What to do: Repeat the records exactly, so that each line matches the original.

[Collected data]
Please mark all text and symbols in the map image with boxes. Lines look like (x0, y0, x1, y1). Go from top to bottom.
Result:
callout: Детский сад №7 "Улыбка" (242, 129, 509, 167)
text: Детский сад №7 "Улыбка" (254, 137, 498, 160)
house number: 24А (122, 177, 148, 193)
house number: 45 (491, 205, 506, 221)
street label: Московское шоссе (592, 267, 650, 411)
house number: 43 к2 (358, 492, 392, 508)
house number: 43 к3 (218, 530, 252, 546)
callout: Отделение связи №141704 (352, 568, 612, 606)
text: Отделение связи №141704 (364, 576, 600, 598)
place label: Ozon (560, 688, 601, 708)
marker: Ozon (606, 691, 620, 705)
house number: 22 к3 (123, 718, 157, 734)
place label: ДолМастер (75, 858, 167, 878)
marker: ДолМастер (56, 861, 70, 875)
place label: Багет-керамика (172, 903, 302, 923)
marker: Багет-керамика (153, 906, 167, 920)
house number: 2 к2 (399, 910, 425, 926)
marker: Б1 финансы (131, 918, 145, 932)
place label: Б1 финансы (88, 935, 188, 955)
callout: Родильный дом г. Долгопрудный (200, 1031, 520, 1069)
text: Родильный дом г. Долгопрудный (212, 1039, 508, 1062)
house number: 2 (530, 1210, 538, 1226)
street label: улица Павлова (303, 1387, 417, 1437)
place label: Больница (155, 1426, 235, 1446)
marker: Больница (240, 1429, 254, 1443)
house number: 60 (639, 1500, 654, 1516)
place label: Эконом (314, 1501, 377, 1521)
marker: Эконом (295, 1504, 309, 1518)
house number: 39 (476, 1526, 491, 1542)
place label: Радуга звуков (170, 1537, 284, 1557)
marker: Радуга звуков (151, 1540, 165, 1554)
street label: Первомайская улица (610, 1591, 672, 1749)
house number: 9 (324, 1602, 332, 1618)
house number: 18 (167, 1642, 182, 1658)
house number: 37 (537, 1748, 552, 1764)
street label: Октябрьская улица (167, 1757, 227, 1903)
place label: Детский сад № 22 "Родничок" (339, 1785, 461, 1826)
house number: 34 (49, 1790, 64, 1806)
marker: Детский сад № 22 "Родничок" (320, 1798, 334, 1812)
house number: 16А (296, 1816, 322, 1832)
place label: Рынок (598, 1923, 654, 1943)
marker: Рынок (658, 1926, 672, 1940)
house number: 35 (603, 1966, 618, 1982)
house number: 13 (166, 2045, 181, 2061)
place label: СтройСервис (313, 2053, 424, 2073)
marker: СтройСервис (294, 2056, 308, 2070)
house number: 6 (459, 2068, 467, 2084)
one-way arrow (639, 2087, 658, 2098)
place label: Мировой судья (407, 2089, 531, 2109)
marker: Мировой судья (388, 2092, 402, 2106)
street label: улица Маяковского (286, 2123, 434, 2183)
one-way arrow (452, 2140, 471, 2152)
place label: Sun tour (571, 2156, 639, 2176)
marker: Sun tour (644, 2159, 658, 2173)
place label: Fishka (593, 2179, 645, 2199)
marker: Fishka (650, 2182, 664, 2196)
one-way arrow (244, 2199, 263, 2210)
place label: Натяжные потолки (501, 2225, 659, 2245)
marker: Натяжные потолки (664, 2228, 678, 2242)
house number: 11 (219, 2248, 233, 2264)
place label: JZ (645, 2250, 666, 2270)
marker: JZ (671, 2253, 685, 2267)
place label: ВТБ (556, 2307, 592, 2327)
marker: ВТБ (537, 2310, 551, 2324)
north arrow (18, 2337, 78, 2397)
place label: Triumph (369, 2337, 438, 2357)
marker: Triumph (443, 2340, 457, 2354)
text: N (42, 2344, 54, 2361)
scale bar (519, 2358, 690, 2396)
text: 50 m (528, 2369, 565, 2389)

Task response:
Please mark all text and symbols in the map image with boxes. Lines look like (x0, y0, x1, y1). Go from top to bottom.
Result:
callout: Детский сад №7 "Улыбка" (242, 129, 509, 167)
text: Детский сад №7 "Улыбка" (254, 137, 498, 160)
house number: 24А (122, 177, 148, 193)
house number: 45 (491, 205, 506, 221)
street label: Московское шоссе (592, 267, 650, 411)
house number: 43 к2 (358, 492, 392, 508)
house number: 43 к3 (218, 530, 252, 546)
callout: Отделение связи №141704 (352, 568, 612, 606)
text: Отделение связи №141704 (364, 576, 600, 598)
place label: Ozon (560, 688, 601, 708)
marker: Ozon (606, 691, 620, 705)
house number: 22 к3 (123, 718, 157, 734)
place label: ДолМастер (75, 858, 167, 878)
marker: ДолМастер (56, 861, 70, 875)
place label: Багет-керамика (172, 903, 302, 923)
marker: Багет-керамика (153, 906, 167, 920)
house number: 2 к2 (399, 910, 425, 926)
marker: Б1 финансы (131, 918, 145, 932)
place label: Б1 финансы (88, 935, 188, 955)
callout: Родильный дом г. Долгопрудный (200, 1031, 520, 1069)
text: Родильный дом г. Долгопрудный (212, 1039, 508, 1062)
house number: 2 (530, 1210, 538, 1226)
street label: улица Павлова (303, 1387, 417, 1437)
place label: Больница (155, 1426, 235, 1446)
marker: Больница (240, 1429, 254, 1443)
house number: 60 (639, 1500, 654, 1516)
place label: Эконом (314, 1501, 377, 1521)
marker: Эконом (295, 1504, 309, 1518)
house number: 39 (476, 1526, 491, 1542)
place label: Радуга звуков (170, 1537, 284, 1557)
marker: Радуга звуков (151, 1540, 165, 1554)
street label: Первомайская улица (610, 1591, 672, 1749)
house number: 9 (324, 1602, 332, 1618)
house number: 18 (167, 1642, 182, 1658)
house number: 37 (537, 1748, 552, 1764)
street label: Октябрьская улица (167, 1757, 227, 1903)
place label: Детский сад № 22 "Родничок" (339, 1785, 461, 1826)
house number: 34 (49, 1790, 64, 1806)
marker: Детский сад № 22 "Родничок" (320, 1798, 334, 1812)
house number: 16А (296, 1816, 322, 1832)
place label: Рынок (598, 1923, 654, 1943)
marker: Рынок (658, 1926, 672, 1940)
house number: 35 (603, 1966, 618, 1982)
house number: 13 (166, 2045, 181, 2061)
place label: СтройСервис (313, 2053, 424, 2073)
marker: СтройСервис (294, 2056, 308, 2070)
house number: 6 (459, 2068, 467, 2084)
one-way arrow (639, 2087, 658, 2098)
place label: Мировой судья (407, 2089, 531, 2109)
marker: Мировой судья (388, 2092, 402, 2106)
street label: улица Маяковского (286, 2123, 434, 2183)
one-way arrow (452, 2140, 471, 2152)
place label: Sun tour (571, 2156, 639, 2176)
marker: Sun tour (644, 2159, 658, 2173)
place label: Fishka (593, 2179, 645, 2199)
marker: Fishka (650, 2182, 664, 2196)
one-way arrow (244, 2199, 263, 2210)
place label: Натяжные потолки (501, 2225, 659, 2245)
marker: Натяжные потолки (664, 2228, 678, 2242)
house number: 11 (219, 2248, 233, 2264)
place label: JZ (645, 2250, 666, 2270)
marker: JZ (671, 2253, 685, 2267)
place label: ВТБ (556, 2307, 592, 2327)
marker: ВТБ (537, 2310, 551, 2324)
north arrow (18, 2337, 78, 2397)
place label: Triumph (369, 2337, 438, 2357)
marker: Triumph (443, 2340, 457, 2354)
text: N (42, 2344, 54, 2361)
scale bar (519, 2358, 690, 2396)
text: 50 m (528, 2369, 565, 2389)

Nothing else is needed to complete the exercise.